▶ Data extracted from a collection
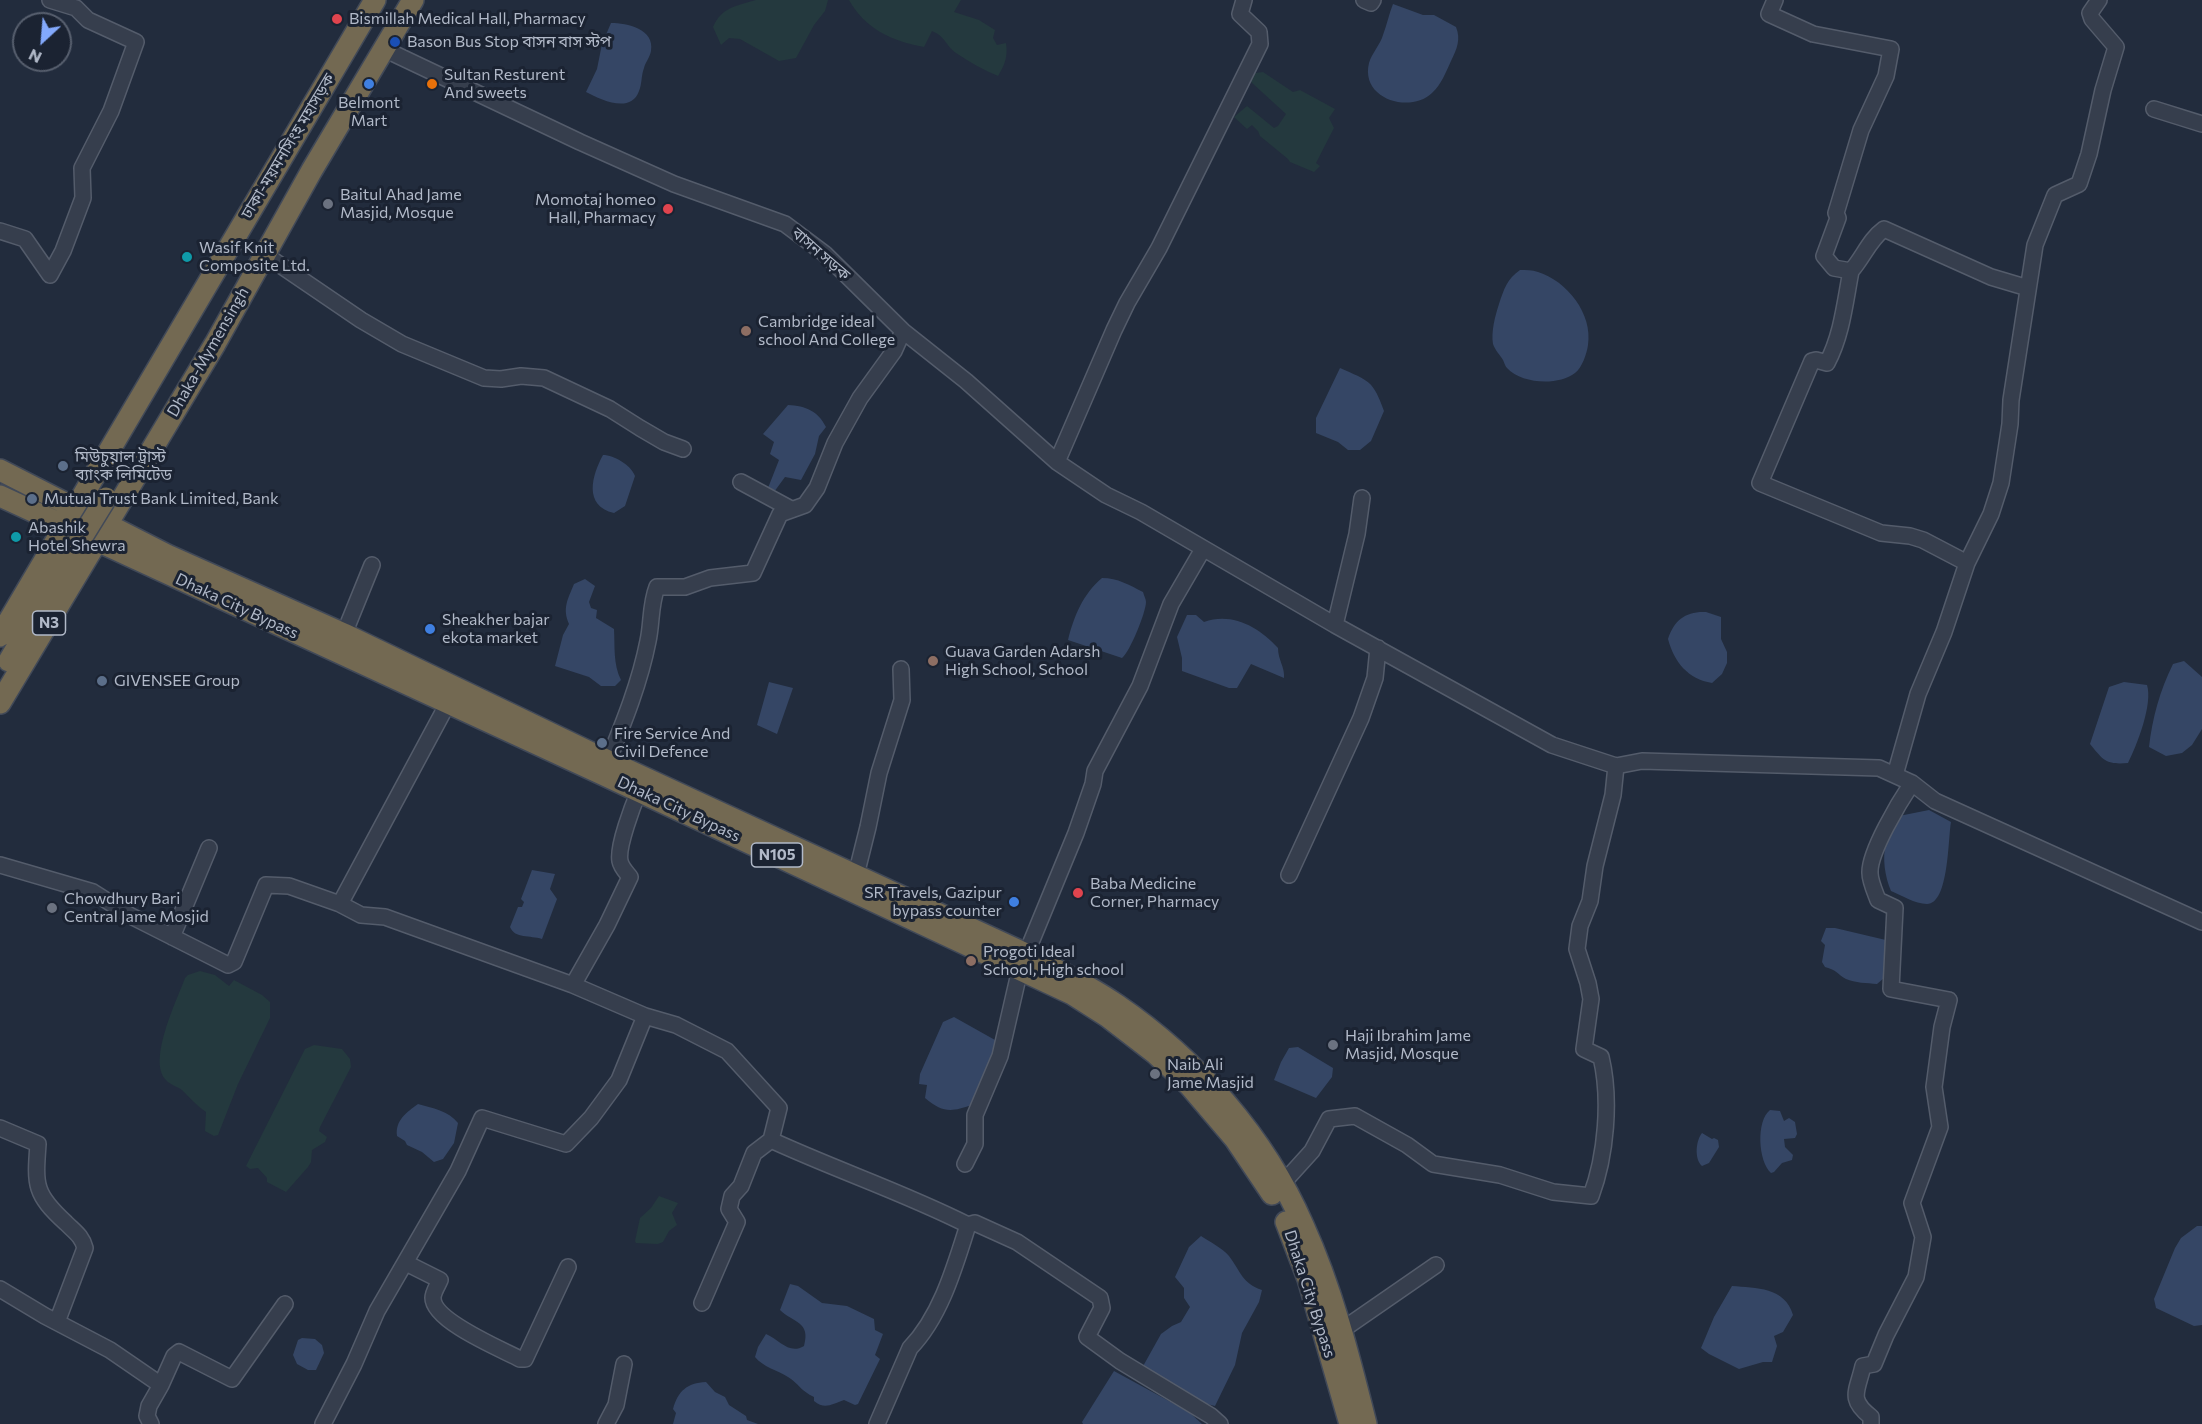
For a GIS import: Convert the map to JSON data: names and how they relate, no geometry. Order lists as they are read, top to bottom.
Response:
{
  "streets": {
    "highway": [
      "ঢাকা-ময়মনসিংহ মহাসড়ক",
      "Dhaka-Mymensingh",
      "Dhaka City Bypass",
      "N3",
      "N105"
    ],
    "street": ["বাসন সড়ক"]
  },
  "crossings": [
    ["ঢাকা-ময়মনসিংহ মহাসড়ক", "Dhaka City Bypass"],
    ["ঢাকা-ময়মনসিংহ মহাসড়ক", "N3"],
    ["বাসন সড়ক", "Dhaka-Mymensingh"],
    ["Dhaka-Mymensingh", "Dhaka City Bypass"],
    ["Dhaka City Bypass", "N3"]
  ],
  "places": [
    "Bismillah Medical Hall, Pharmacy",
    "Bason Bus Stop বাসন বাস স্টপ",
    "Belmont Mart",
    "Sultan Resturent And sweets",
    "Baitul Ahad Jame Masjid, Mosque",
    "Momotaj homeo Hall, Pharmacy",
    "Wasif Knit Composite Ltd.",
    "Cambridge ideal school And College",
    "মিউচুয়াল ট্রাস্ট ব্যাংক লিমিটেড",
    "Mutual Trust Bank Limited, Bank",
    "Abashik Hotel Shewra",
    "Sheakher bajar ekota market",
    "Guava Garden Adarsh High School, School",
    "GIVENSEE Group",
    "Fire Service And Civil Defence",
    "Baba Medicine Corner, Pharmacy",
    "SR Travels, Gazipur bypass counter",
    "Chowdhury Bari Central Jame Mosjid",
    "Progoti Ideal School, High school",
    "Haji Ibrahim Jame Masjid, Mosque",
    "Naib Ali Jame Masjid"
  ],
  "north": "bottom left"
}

▶ Exercise
Return a copy of each line in the records above that has "City" in it.

▶ Your solution
      "Dhaka City Bypass",
    ["ঢাকা-ময়মনসিংহ মহাসড়ক", "Dhaka City Bypass"],
    ["Dhaka-Mymensingh", "Dhaka City Bypass"],
    ["Dhaka City Bypass", "N3"]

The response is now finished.